Write out the lines below once more, exactly as they appear. Do not include pictures.

Data shown below:

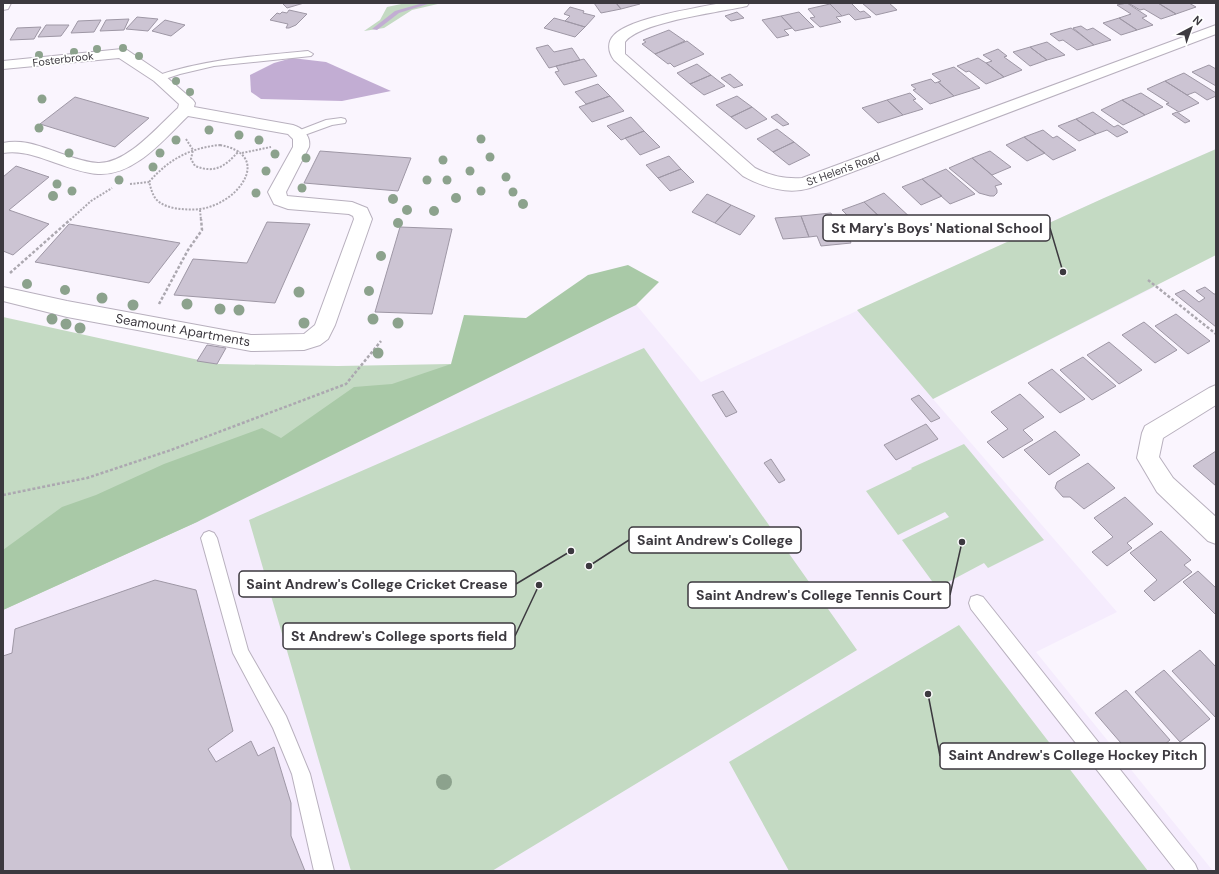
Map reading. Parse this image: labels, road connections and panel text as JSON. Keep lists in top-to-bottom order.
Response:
{
  "streets": {
    "street": ["Fosterbrook", "St Helen's Road", "Seamount Apartments"]
  },
  "places": [
    "St Mary's Boys' National School",
    "Saint Andrew's College Tennis Court",
    "Saint Andrew's College Cricket Crease",
    "Saint Andrew's College",
    "St Andrew's College sports field",
    "Saint Andrew's College Hockey Pitch"
  ],
  "north": "top right"
}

End of Data shown.

▶ [Answer section]:
Map reading. Parse this image: labels, road connections and panel text as JSON. Keep lists in top-to-bottom order.
Response:
{
  "streets": {
    "street": ["Fosterbrook", "St Helen's Road", "Seamount Apartments"]
  },
  "places": [
    "St Mary's Boys' National School",
    "Saint Andrew's College Tennis Court",
    "Saint Andrew's College Cricket Crease",
    "Saint Andrew's College",
    "St Andrew's College sports field",
    "Saint Andrew's College Hockey Pitch"
  ],
  "north": "top right"
}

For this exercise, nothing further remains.